Every record below should be printed exactly as it appears.

··· Data for processing ···

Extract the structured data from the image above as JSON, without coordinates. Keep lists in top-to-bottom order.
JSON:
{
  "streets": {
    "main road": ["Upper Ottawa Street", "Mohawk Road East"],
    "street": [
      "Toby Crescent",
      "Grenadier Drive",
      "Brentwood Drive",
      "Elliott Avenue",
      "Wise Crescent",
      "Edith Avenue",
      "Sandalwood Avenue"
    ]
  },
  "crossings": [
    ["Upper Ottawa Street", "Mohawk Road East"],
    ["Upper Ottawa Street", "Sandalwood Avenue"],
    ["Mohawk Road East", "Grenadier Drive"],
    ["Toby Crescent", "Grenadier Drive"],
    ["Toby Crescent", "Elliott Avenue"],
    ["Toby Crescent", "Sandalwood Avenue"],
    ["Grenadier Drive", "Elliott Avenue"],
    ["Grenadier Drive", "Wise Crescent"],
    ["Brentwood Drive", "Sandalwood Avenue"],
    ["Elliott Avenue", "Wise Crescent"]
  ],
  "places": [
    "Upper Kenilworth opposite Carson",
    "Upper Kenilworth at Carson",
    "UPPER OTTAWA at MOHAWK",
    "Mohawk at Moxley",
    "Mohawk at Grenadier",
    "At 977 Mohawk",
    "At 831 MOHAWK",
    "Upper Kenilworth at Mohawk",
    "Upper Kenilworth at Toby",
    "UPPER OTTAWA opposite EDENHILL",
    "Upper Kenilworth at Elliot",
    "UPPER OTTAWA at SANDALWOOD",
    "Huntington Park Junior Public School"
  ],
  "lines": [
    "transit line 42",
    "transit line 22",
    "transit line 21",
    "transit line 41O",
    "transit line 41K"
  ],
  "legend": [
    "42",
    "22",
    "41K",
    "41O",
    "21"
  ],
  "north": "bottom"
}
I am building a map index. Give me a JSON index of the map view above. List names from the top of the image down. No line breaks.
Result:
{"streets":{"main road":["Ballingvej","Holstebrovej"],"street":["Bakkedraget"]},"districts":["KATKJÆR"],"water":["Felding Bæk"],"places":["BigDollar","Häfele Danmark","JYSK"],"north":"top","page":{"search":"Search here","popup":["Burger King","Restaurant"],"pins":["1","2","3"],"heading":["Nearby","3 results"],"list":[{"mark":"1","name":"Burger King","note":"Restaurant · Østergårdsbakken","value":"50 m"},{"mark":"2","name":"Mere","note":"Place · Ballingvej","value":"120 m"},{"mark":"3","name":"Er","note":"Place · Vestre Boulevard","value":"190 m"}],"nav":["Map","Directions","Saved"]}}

···

• [Task response]:
Extract the structured data from the image above as JSON, without coordinates. Keep lists in top-to-bottom order.
JSON:
{
  "streets": {
    "main road": ["Upper Ottawa Street", "Mohawk Road East"],
    "street": [
      "Toby Crescent",
      "Grenadier Drive",
      "Brentwood Drive",
      "Elliott Avenue",
      "Wise Crescent",
      "Edith Avenue",
      "Sandalwood Avenue"
    ]
  },
  "crossings": [
    ["Upper Ottawa Street", "Mohawk Road East"],
    ["Upper Ottawa Street", "Sandalwood Avenue"],
    ["Mohawk Road East", "Grenadier Drive"],
    ["Toby Crescent", "Grenadier Drive"],
    ["Toby Crescent", "Elliott Avenue"],
    ["Toby Crescent", "Sandalwood Avenue"],
    ["Grenadier Drive", "Elliott Avenue"],
    ["Grenadier Drive", "Wise Crescent"],
    ["Brentwood Drive", "Sandalwood Avenue"],
    ["Elliott Avenue", "Wise Crescent"]
  ],
  "places": [
    "Upper Kenilworth opposite Carson",
    "Upper Kenilworth at Carson",
    "UPPER OTTAWA at MOHAWK",
    "Mohawk at Moxley",
    "Mohawk at Grenadier",
    "At 977 Mohawk",
    "At 831 MOHAWK",
    "Upper Kenilworth at Mohawk",
    "Upper Kenilworth at Toby",
    "UPPER OTTAWA opposite EDENHILL",
    "Upper Kenilworth at Elliot",
    "UPPER OTTAWA at SANDALWOOD",
    "Huntington Park Junior Public School"
  ],
  "lines": [
    "transit line 42",
    "transit line 22",
    "transit line 21",
    "transit line 41O",
    "transit line 41K"
  ],
  "legend": [
    "42",
    "22",
    "41K",
    "41O",
    "21"
  ],
  "north": "bottom"
}
I am building a map index. Give me a JSON index of the map view above. List names from the top of the image down. No line breaks.
Result:
{"streets":{"main road":["Ballingvej","Holstebrovej"],"street":["Bakkedraget"]},"districts":["KATKJÆR"],"water":["Felding Bæk"],"places":["BigDollar","Häfele Danmark","JYSK"],"north":"top","page":{"search":"Search here","popup":["Burger King","Restaurant"],"pins":["1","2","3"],"heading":["Nearby","3 results"],"list":[{"mark":"1","name":"Burger King","note":"Restaurant · Østergårdsbakken","value":"50 m"},{"mark":"2","name":"Mere","note":"Place · Ballingvej","value":"120 m"},{"mark":"3","name":"Er","note":"Place · Vestre Boulevard","value":"190 m"}],"nav":["Map","Directions","Saved"]}}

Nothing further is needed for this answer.